▶ _Exercise_: All records need to be reproduced exactly. Keep every word as it is.

▶ _Information given_:
■ ■ ■

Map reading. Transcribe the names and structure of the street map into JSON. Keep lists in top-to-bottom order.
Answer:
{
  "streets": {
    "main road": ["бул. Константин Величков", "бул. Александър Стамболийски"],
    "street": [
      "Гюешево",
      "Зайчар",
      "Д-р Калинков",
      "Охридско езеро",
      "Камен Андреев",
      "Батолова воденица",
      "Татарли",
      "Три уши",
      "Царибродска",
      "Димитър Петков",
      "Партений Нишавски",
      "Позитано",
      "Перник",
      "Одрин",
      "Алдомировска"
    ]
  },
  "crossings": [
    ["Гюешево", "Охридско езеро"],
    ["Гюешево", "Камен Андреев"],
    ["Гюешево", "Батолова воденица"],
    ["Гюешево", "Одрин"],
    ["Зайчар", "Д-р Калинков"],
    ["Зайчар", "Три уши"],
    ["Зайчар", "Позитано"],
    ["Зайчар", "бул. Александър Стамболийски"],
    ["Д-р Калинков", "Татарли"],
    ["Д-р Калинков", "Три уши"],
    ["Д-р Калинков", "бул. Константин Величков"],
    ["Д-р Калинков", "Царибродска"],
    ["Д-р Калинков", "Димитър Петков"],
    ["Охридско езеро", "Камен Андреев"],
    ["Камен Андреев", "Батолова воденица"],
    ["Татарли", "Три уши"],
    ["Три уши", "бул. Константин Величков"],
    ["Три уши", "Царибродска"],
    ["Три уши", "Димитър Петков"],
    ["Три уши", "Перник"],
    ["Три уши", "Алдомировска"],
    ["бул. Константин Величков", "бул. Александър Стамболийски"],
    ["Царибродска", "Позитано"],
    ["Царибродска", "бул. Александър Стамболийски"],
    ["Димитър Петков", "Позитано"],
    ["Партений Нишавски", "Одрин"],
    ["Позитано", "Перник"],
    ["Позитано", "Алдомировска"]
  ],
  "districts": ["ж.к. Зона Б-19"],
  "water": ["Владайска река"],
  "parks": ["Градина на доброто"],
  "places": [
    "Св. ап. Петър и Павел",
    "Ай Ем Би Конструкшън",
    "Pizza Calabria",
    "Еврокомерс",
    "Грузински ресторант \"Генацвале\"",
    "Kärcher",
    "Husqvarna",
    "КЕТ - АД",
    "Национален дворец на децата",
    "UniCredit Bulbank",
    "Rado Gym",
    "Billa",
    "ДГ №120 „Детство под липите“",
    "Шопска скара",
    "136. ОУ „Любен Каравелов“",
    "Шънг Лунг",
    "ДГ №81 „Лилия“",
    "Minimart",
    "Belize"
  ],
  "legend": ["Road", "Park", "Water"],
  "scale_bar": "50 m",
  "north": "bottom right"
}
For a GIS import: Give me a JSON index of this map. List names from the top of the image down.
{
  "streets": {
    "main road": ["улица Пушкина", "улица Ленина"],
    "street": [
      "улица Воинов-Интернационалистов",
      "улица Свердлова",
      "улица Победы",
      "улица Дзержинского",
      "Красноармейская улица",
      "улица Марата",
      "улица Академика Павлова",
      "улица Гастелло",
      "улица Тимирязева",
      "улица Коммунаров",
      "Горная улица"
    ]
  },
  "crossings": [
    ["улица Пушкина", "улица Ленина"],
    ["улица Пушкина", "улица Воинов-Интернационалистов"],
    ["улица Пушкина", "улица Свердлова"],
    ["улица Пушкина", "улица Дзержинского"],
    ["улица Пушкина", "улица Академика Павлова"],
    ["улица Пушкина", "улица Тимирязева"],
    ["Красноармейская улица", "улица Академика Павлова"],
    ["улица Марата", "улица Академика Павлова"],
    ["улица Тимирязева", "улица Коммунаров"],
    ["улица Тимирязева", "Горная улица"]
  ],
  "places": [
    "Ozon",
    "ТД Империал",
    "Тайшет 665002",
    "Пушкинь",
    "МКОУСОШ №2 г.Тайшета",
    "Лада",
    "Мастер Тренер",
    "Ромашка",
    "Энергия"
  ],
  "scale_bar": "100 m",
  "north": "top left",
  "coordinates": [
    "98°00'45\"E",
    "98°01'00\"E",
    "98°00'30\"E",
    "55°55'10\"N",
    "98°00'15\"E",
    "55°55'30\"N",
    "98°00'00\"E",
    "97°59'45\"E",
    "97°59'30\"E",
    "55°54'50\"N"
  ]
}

■ ■ ■

▶ _Response for this exercise_:
Map reading. Transcribe the names and structure of the street map into JSON. Keep lists in top-to-bottom order.
Answer:
{
  "streets": {
    "main road": ["бул. Константин Величков", "бул. Александър Стамболийски"],
    "street": [
      "Гюешево",
      "Зайчар",
      "Д-р Калинков",
      "Охридско езеро",
      "Камен Андреев",
      "Батолова воденица",
      "Татарли",
      "Три уши",
      "Царибродска",
      "Димитър Петков",
      "Партений Нишавски",
      "Позитано",
      "Перник",
      "Одрин",
      "Алдомировска"
    ]
  },
  "crossings": [
    ["Гюешево", "Охридско езеро"],
    ["Гюешево", "Камен Андреев"],
    ["Гюешево", "Батолова воденица"],
    ["Гюешево", "Одрин"],
    ["Зайчар", "Д-р Калинков"],
    ["Зайчар", "Три уши"],
    ["Зайчар", "Позитано"],
    ["Зайчар", "бул. Александър Стамболийски"],
    ["Д-р Калинков", "Татарли"],
    ["Д-р Калинков", "Три уши"],
    ["Д-р Калинков", "бул. Константин Величков"],
    ["Д-р Калинков", "Царибродска"],
    ["Д-р Калинков", "Димитър Петков"],
    ["Охридско езеро", "Камен Андреев"],
    ["Камен Андреев", "Батолова воденица"],
    ["Татарли", "Три уши"],
    ["Три уши", "бул. Константин Величков"],
    ["Три уши", "Царибродска"],
    ["Три уши", "Димитър Петков"],
    ["Три уши", "Перник"],
    ["Три уши", "Алдомировска"],
    ["бул. Константин Величков", "бул. Александър Стамболийски"],
    ["Царибродска", "Позитано"],
    ["Царибродска", "бул. Александър Стамболийски"],
    ["Димитър Петков", "Позитано"],
    ["Партений Нишавски", "Одрин"],
    ["Позитано", "Перник"],
    ["Позитано", "Алдомировска"]
  ],
  "districts": ["ж.к. Зона Б-19"],
  "water": ["Владайска река"],
  "parks": ["Градина на доброто"],
  "places": [
    "Св. ап. Петър и Павел",
    "Ай Ем Би Конструкшън",
    "Pizza Calabria",
    "Еврокомерс",
    "Грузински ресторант \"Генацвале\"",
    "Kärcher",
    "Husqvarna",
    "КЕТ - АД",
    "Национален дворец на децата",
    "UniCredit Bulbank",
    "Rado Gym",
    "Billa",
    "ДГ №120 „Детство под липите“",
    "Шопска скара",
    "136. ОУ „Любен Каравелов“",
    "Шънг Лунг",
    "ДГ №81 „Лилия“",
    "Minimart",
    "Belize"
  ],
  "legend": ["Road", "Park", "Water"],
  "scale_bar": "50 m",
  "north": "bottom right"
}
For a GIS import: Give me a JSON index of this map. List names from the top of the image down.
{
  "streets": {
    "main road": ["улица Пушкина", "улица Ленина"],
    "street": [
      "улица Воинов-Интернационалистов",
      "улица Свердлова",
      "улица Победы",
      "улица Дзержинского",
      "Красноармейская улица",
      "улица Марата",
      "улица Академика Павлова",
      "улица Гастелло",
      "улица Тимирязева",
      "улица Коммунаров",
      "Горная улица"
    ]
  },
  "crossings": [
    ["улица Пушкина", "улица Ленина"],
    ["улица Пушкина", "улица Воинов-Интернационалистов"],
    ["улица Пушкина", "улица Свердлова"],
    ["улица Пушкина", "улица Дзержинского"],
    ["улица Пушкина", "улица Академика Павлова"],
    ["улица Пушкина", "улица Тимирязева"],
    ["Красноармейская улица", "улица Академика Павлова"],
    ["улица Марата", "улица Академика Павлова"],
    ["улица Тимирязева", "улица Коммунаров"],
    ["улица Тимирязева", "Горная улица"]
  ],
  "places": [
    "Ozon",
    "ТД Империал",
    "Тайшет 665002",
    "Пушкинь",
    "МКОУСОШ №2 г.Тайшета",
    "Лада",
    "Мастер Тренер",
    "Ромашка",
    "Энергия"
  ],
  "scale_bar": "100 m",
  "north": "top left",
  "coordinates": [
    "98°00'45\"E",
    "98°01'00\"E",
    "98°00'30\"E",
    "55°55'10\"N",
    "98°00'15\"E",
    "55°55'30\"N",
    "98°00'00\"E",
    "97°59'45\"E",
    "97°59'30\"E",
    "55°54'50\"N"
  ]
}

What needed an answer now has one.